***** DATA RECORDS *****

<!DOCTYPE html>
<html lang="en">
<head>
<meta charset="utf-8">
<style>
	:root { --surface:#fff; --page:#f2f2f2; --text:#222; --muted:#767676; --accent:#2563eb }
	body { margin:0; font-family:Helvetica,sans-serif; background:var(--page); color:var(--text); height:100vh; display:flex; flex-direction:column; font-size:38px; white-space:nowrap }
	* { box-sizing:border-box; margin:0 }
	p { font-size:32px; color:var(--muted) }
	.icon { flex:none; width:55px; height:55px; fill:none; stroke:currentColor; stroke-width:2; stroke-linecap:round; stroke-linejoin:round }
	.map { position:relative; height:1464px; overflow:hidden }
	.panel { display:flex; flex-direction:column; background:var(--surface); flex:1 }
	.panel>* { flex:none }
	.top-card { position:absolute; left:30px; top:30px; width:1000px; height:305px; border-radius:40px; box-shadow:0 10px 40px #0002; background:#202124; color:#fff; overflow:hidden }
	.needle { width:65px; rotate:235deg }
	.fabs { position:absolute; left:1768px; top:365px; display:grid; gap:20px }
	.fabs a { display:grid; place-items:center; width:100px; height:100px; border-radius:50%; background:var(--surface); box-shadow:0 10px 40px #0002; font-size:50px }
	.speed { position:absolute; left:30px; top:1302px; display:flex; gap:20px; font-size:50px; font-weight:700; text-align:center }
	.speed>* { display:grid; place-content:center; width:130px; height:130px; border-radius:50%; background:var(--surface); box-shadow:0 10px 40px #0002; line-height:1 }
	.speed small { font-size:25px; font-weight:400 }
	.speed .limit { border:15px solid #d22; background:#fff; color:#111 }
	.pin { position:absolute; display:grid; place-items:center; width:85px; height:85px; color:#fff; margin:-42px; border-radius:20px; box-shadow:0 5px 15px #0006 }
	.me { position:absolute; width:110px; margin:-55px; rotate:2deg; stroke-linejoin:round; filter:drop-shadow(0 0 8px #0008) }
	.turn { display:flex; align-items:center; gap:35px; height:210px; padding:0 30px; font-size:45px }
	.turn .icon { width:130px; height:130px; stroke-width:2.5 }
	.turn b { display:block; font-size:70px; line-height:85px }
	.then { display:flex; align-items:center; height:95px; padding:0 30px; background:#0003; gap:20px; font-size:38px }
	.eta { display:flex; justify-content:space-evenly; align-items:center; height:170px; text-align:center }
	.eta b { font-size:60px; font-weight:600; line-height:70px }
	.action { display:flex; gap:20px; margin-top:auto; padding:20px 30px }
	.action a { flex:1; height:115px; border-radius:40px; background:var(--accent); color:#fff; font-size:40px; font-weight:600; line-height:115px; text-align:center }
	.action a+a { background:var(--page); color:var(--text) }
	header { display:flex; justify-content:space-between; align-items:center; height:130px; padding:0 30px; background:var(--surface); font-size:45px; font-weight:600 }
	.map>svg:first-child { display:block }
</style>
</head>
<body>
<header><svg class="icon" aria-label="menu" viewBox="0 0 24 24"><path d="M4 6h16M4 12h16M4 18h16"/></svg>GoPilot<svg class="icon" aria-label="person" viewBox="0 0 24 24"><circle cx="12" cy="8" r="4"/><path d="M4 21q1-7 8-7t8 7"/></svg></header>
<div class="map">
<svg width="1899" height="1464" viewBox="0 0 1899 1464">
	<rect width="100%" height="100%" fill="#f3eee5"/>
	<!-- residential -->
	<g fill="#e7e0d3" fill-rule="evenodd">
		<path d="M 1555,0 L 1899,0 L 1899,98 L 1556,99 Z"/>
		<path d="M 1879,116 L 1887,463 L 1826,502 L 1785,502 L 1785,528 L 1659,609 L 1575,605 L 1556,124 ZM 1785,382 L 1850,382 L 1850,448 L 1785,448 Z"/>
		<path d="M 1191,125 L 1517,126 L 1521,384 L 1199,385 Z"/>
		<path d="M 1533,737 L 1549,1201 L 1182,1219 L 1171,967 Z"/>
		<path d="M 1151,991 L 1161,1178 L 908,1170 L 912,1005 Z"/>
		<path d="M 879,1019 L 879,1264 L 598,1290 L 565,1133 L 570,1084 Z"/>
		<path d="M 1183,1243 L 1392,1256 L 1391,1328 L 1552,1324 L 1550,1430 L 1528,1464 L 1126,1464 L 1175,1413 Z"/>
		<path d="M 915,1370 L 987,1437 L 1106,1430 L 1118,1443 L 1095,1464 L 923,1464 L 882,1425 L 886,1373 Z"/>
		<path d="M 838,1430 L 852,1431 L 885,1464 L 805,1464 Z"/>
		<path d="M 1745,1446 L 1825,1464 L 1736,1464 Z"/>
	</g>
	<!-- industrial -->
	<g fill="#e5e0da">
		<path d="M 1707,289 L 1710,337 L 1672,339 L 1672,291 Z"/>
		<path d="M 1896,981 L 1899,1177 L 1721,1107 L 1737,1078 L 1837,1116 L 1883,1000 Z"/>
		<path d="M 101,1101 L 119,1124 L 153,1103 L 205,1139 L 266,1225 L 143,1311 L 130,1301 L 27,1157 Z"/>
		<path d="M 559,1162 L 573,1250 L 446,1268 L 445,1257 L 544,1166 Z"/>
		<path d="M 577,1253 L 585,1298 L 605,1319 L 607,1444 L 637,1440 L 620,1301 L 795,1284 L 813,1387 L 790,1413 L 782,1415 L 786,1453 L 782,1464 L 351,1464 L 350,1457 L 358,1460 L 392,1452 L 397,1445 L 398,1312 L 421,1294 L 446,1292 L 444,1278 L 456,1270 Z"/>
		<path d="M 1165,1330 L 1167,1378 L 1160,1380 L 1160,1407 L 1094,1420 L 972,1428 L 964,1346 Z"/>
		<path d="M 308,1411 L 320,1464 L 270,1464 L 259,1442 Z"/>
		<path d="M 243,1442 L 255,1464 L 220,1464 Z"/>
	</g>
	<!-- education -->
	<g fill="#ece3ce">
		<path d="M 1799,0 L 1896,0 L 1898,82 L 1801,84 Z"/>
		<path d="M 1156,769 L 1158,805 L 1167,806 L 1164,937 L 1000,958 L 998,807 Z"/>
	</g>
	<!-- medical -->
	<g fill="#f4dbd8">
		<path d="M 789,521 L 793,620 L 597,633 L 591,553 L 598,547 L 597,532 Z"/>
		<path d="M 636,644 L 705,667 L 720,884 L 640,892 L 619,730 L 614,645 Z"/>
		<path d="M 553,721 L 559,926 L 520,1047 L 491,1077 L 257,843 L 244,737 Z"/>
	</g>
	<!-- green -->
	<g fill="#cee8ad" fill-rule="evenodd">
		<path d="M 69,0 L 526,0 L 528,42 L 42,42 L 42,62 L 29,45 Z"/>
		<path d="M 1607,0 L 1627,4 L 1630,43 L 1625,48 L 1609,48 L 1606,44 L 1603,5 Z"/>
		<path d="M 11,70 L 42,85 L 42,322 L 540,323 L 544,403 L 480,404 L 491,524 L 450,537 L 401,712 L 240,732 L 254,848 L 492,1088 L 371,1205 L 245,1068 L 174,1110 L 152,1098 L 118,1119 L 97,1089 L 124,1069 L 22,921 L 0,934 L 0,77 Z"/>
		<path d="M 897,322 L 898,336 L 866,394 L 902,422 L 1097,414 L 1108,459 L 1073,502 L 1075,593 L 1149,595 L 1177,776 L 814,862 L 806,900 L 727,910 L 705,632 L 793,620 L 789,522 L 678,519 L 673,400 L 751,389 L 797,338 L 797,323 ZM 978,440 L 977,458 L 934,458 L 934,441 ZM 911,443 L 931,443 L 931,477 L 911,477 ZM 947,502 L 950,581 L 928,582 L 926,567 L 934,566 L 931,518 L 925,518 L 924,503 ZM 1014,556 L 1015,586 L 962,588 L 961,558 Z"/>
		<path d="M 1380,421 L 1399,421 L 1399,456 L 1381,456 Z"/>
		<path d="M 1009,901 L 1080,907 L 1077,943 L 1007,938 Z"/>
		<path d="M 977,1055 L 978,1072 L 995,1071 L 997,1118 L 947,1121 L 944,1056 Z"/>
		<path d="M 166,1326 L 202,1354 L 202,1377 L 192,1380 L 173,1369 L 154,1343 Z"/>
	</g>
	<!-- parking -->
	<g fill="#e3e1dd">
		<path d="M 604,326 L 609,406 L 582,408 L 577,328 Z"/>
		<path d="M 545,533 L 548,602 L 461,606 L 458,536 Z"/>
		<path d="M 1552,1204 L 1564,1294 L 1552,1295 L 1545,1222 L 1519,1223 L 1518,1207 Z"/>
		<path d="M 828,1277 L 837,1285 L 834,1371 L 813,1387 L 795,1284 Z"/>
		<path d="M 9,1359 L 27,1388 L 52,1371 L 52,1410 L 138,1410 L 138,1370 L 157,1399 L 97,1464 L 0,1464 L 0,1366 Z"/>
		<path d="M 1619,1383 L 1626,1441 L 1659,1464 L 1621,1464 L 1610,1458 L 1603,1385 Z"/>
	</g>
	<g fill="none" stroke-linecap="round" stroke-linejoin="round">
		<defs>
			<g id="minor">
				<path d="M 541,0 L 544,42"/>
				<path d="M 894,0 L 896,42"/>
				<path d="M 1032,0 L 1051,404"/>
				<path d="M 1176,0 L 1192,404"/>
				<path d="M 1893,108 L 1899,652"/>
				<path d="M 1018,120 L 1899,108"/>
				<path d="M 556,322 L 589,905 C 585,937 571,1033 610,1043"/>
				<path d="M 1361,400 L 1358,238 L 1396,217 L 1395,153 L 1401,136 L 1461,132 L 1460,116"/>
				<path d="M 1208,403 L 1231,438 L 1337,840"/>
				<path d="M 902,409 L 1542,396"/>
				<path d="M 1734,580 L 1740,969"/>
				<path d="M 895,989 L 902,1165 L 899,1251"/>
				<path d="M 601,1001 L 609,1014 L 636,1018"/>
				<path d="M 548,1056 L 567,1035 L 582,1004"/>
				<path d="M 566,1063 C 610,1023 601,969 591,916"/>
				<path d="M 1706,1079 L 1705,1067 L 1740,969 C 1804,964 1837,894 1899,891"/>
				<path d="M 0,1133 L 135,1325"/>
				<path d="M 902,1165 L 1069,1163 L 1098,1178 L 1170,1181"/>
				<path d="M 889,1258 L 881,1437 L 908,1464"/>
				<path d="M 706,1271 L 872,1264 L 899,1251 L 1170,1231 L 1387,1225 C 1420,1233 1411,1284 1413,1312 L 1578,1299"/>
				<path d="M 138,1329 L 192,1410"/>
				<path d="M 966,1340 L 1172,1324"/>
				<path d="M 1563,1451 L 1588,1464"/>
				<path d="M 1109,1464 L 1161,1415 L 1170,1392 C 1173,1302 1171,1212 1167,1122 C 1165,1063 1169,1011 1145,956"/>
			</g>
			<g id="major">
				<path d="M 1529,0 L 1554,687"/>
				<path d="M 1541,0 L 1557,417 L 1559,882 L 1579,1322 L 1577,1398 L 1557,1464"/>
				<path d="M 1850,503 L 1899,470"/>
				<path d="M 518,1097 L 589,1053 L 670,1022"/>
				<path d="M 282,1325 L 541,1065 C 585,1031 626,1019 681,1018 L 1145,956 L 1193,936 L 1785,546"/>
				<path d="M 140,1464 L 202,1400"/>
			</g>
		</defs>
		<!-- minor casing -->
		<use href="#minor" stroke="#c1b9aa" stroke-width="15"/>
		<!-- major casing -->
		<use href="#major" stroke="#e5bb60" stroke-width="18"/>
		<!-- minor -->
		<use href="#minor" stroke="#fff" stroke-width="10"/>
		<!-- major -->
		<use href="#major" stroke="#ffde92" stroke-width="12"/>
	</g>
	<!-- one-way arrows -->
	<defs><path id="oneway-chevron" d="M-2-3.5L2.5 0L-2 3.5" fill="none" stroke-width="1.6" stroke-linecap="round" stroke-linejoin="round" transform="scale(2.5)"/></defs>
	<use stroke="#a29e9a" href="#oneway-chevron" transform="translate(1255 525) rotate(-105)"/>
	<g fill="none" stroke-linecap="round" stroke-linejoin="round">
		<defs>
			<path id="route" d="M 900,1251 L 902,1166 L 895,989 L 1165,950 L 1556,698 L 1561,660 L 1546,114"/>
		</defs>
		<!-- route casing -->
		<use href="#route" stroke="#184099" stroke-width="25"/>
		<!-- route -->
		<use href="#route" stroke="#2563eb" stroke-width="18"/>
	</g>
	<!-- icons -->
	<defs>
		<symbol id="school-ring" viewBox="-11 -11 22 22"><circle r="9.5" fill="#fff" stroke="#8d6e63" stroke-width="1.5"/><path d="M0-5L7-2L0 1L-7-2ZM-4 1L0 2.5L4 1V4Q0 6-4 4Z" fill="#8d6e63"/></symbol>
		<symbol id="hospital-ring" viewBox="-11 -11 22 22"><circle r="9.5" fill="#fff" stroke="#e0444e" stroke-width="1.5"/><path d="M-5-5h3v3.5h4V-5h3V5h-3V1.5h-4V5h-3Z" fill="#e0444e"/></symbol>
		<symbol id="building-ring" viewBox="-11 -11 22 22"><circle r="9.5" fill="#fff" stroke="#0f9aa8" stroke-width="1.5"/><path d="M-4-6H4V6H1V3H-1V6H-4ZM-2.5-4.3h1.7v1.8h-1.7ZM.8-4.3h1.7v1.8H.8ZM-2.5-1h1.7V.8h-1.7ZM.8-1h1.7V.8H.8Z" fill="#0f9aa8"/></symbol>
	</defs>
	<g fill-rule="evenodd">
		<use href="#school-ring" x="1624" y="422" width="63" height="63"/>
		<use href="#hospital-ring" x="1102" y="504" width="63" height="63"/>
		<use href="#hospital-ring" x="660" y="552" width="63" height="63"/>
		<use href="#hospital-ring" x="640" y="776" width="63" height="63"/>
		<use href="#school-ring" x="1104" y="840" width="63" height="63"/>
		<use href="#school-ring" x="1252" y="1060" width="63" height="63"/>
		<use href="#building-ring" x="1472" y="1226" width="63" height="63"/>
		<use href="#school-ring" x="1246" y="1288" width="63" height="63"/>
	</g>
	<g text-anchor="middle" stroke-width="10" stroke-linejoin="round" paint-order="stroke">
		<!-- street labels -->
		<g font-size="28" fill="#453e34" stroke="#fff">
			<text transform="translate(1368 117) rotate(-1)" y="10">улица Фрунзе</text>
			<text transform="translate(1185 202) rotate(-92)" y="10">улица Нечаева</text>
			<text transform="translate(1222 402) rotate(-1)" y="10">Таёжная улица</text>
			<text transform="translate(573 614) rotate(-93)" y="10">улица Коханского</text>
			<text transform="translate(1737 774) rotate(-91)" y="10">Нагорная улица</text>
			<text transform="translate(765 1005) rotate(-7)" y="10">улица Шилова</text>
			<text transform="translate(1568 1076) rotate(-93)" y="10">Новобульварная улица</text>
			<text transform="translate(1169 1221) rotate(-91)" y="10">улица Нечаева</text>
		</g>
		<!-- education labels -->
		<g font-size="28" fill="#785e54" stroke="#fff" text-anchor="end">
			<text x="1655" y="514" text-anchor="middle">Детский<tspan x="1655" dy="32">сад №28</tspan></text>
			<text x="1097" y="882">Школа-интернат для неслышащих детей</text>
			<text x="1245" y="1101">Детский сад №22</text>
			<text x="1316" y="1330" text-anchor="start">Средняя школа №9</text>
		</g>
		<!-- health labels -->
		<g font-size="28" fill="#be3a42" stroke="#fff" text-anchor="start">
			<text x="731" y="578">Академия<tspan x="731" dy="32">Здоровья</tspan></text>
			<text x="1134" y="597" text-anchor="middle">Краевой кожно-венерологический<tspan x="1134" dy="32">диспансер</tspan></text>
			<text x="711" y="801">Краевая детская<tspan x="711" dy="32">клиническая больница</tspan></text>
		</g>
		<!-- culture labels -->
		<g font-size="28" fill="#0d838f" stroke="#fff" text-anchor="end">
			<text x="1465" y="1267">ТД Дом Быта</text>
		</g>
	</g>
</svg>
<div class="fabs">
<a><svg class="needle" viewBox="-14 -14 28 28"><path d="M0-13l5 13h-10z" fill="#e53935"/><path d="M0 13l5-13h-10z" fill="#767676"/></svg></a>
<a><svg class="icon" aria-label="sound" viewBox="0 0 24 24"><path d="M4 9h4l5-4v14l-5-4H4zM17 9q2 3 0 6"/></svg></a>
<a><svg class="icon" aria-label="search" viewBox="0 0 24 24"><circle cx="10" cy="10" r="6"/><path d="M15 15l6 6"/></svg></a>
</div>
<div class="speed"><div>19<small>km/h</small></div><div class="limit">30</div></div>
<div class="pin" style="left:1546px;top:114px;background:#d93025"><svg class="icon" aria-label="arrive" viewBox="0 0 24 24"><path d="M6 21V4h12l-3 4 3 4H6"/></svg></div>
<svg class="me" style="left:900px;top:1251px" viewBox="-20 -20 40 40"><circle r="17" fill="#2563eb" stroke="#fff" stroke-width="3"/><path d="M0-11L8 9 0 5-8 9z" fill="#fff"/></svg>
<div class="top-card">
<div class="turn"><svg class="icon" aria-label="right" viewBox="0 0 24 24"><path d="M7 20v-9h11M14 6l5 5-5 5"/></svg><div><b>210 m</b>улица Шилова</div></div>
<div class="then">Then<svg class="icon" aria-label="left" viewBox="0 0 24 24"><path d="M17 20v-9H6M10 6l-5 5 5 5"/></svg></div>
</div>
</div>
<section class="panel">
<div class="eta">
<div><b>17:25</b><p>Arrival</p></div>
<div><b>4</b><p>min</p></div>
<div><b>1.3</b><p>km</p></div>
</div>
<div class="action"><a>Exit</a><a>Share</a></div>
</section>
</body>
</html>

*****

# [TASK REQUIREMENTS]
Would you count the lines in the data that include the word "column" and reply with only the number?

# [RESPONSE]
2